If you’re short on funds, borrowing money is one of the fastest and most convenient solutions you can try.
Loans are structured in a way that can be very beneficial to people who need money fast. However, some forms of debt are better than others.
If you’re smart with the debt you take on and you’re able to pay it off responsibly, it can be the ultimate solution for your situation.
What is a Loan?
A loan is an agreement between a person or organization (the lender) and another person or organization (the borrower) so one may be able to meet his/her financial obligations.
In a loan, the lender agrees to lend the borrower a certain amount of money at a specific interest rate over a specific time period, and the borrower agrees to pay back the money borrowed over the terms agreed upon.

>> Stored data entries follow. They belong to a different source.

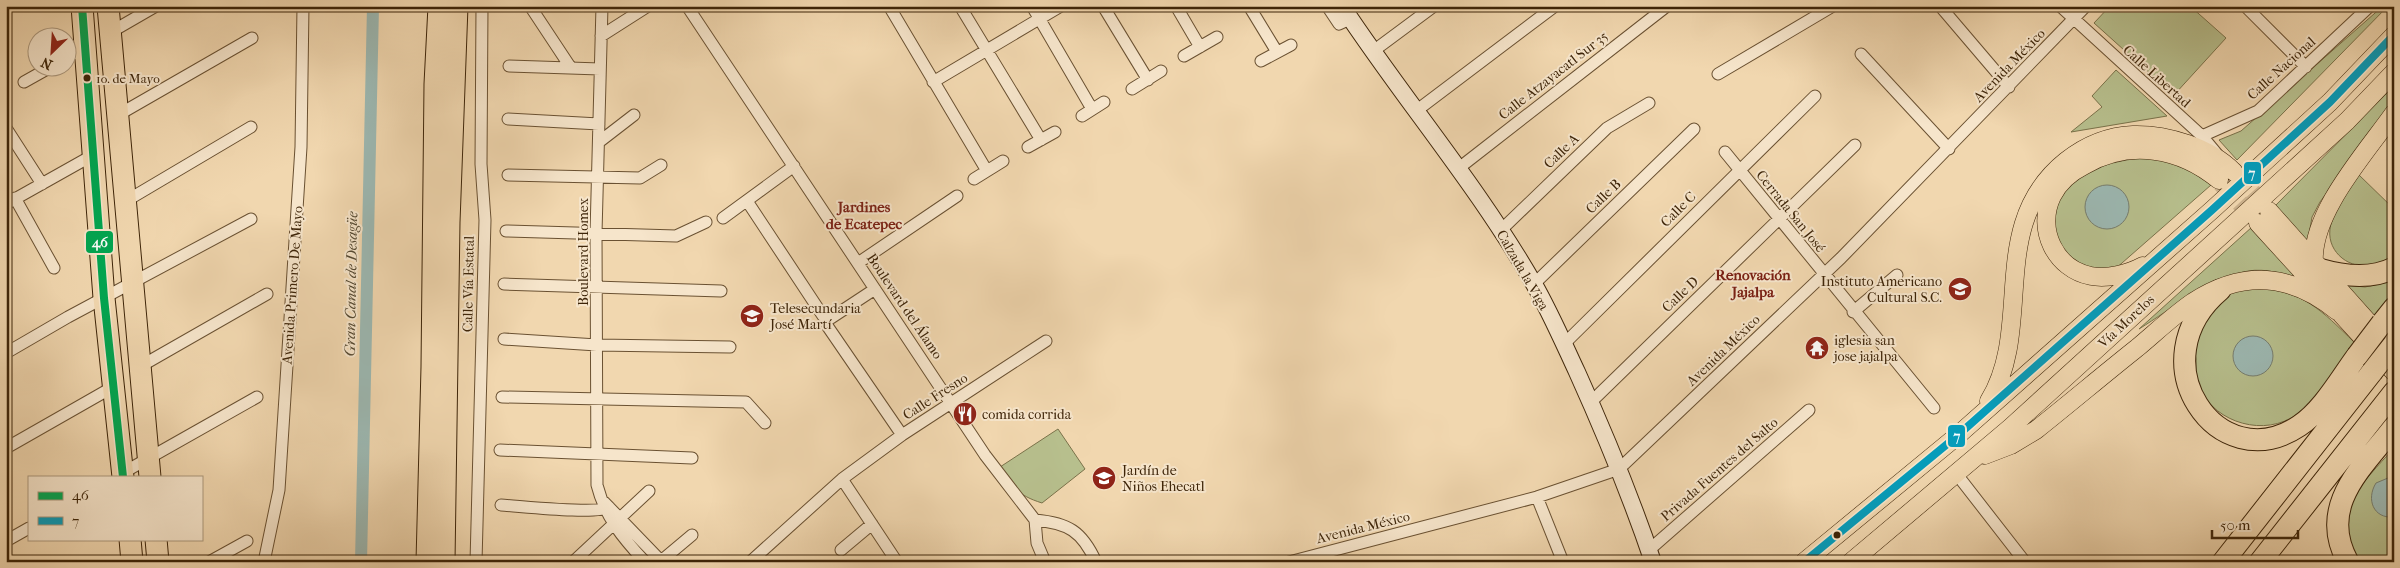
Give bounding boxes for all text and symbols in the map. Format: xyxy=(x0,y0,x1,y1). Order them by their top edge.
street label: Avenida México xyxy=(1969,25,2049,106)
street label: Calle Atzayacatl Sur 35 xyxy=(1495,27,1611,123)
north arrow xyxy=(28,28,78,78)
street label: Calle Nacional xyxy=(2244,33,2319,103)
street label: Calle Libertad xyxy=(2119,42,2194,111)
text: N xyxy=(38,53,55,73)
place label: 1o. de Mayo xyxy=(96,71,160,86)
marker: 1o. de Mayo xyxy=(82,73,92,83)
street label: Calle A xyxy=(1540,130,1583,172)
line badge: 7 xyxy=(2243,161,2262,185)
text: 7 xyxy=(2248,165,2256,182)
street label: Cerrada San José xyxy=(1752,167,1829,256)
street label: Calle B xyxy=(1582,175,1625,217)
street label: Calle C xyxy=(1657,188,1700,231)
street label: Boulevard Homex xyxy=(575,197,592,306)
district label: Jardines de Ecatepec xyxy=(826,198,903,233)
street label: Avenida Primero De Mayo xyxy=(278,205,307,366)
water label: Gran Canal de Desagüe xyxy=(341,210,361,357)
street label: Calzada la Viga xyxy=(1493,227,1553,314)
line badge: 46 xyxy=(85,230,114,254)
text: 46 xyxy=(91,234,108,251)
street label: Calle Vía Estatal xyxy=(459,236,478,332)
street label: Boulevard del Álamo xyxy=(863,250,947,362)
district label: Renovación Jajalpa xyxy=(1715,266,1791,301)
street label: Calle D xyxy=(1659,273,1702,316)
place label: Instituto Americano Cultural S.C. xyxy=(1821,273,1942,306)
school or university icon: Instituto Americano Cultural S.C. xyxy=(1947,276,1973,302)
street label: Vía Morelos xyxy=(2094,291,2158,352)
place label: Telesecundaria José Martí xyxy=(769,300,861,333)
school or university icon: Telesecundaria José Martí xyxy=(739,303,765,329)
street label: Avenida México xyxy=(1682,311,1764,390)
place label: iglesia san jose jajalpa xyxy=(1832,332,1898,365)
temple icon: iglesia san jose jajalpa xyxy=(1804,335,1830,361)
street label: Calle Fresno xyxy=(900,369,971,424)
restaurant icon: comida corrida xyxy=(952,401,978,427)
place label: comida corrida xyxy=(982,406,1072,423)
street label: Privada Fuentes del Salto xyxy=(1657,414,1782,525)
line badge: 7 xyxy=(1947,424,1966,448)
text: 7 xyxy=(1953,428,1961,445)
place label: Jardín de Niños Ehecatl xyxy=(1121,462,1205,495)
school or university icon: Jardín de Niños Ehecatl xyxy=(1091,465,1117,491)
legend xyxy=(28,476,202,540)
text: 46 xyxy=(72,486,90,504)
street label: Avenida México xyxy=(1314,508,1412,548)
scale bar xyxy=(2212,508,2299,540)
text: 7 xyxy=(72,512,79,530)
text: 50 m xyxy=(2220,516,2251,534)
unlabelled marker xyxy=(1832,530,1842,540)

Types of Loans in the Philippines
There are many types of loans in the Philippines, but before you know the most common ones, you first need to understand the difference between secured and unsecured loans.
A secured loan is a loan in which the borrower pledges some asset, or collateral, as a guarantee for the loan. For example, if you need a short-term loan, your home can be your collateral.
If you fail to pay the loan back, the lender will have the right to sell the house and get some of their money back.
Meanwhile, an unsecured loan is a loan that doesn’t require the borrower to pledge collateral or any asset as a guarantee for the loan.
Here are the most common types of loans that you can find in the Philippines.
A personal loan is a type of loan that allows you to borrow a specified amount of money from the lender for a specific purpose.
Personal loans can be used for a variety of purposes, from short-term debt consolidation to one-time expenses.
A housing loan is a type of loan that can be used to own a house or lot. It is also known as house financing.
A calamity loan is a type of loan that can be used to help Filipino families recover from natural disasters such as typhoons and floods.
An auto loan is a type of loan that can be used to buy a car or motorcycle. It is also known as motor financing.
An appliance/gadget loan is a type of loan that can be used to buy appliances and gadgets such as a refrigerator, air-conditioning unit, washing machine, and cellphone.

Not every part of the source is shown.